Start of Provided information
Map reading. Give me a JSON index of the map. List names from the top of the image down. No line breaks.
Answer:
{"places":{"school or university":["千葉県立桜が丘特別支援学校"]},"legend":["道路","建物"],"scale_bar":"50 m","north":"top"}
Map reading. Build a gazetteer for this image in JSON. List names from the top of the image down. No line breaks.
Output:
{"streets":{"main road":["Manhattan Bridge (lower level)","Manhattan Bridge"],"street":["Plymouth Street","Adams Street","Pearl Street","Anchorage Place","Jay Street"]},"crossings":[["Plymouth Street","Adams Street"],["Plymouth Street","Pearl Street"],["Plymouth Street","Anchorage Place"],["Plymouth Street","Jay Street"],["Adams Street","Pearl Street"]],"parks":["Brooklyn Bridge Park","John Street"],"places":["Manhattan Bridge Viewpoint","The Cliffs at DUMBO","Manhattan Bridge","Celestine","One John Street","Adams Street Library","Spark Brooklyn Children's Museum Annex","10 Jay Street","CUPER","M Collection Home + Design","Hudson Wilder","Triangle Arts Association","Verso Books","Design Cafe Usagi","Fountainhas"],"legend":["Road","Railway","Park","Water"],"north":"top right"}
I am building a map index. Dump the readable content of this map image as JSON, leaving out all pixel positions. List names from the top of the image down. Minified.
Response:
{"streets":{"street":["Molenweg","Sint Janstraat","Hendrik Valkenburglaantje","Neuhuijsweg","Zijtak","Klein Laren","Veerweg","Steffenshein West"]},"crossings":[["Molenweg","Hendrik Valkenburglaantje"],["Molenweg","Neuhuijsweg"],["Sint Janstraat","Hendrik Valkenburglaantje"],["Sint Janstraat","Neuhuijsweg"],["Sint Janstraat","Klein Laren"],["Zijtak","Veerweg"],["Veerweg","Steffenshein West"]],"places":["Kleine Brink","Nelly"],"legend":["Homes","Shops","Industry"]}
End of Provided information
▶ [Exercise goal]: All of the data above should be set down again exactly.

▶ [Completed exercise]:
Map reading. Give me a JSON index of the map. List names from the top of the image down. No line breaks.
Answer:
{"places":{"school or university":["千葉県立桜が丘特別支援学校"]},"legend":["道路","建物"],"scale_bar":"50 m","north":"top"}
Map reading. Build a gazetteer for this image in JSON. List names from the top of the image down. No line breaks.
Output:
{"streets":{"main road":["Manhattan Bridge (lower level)","Manhattan Bridge"],"street":["Plymouth Street","Adams Street","Pearl Street","Anchorage Place","Jay Street"]},"crossings":[["Plymouth Street","Adams Street"],["Plymouth Street","Pearl Street"],["Plymouth Street","Anchorage Place"],["Plymouth Street","Jay Street"],["Adams Street","Pearl Street"]],"parks":["Brooklyn Bridge Park","John Street"],"places":["Manhattan Bridge Viewpoint","The Cliffs at DUMBO","Manhattan Bridge","Celestine","One John Street","Adams Street Library","Spark Brooklyn Children's Museum Annex","10 Jay Street","CUPER","M Collection Home + Design","Hudson Wilder","Triangle Arts Association","Verso Books","Design Cafe Usagi","Fountainhas"],"legend":["Road","Railway","Park","Water"],"north":"top right"}
I am building a map index. Dump the readable content of this map image as JSON, leaving out all pixel positions. List names from the top of the image down. Minified.
Response:
{"streets":{"street":["Molenweg","Sint Janstraat","Hendrik Valkenburglaantje","Neuhuijsweg","Zijtak","Klein Laren","Veerweg","Steffenshein West"]},"crossings":[["Molenweg","Hendrik Valkenburglaantje"],["Molenweg","Neuhuijsweg"],["Sint Janstraat","Hendrik Valkenburglaantje"],["Sint Janstraat","Neuhuijsweg"],["Sint Janstraat","Klein Laren"],["Zijtak","Veerweg"],["Veerweg","Steffenshein West"]],"places":["Kleine Brink","Nelly"],"legend":["Homes","Shops","Industry"]}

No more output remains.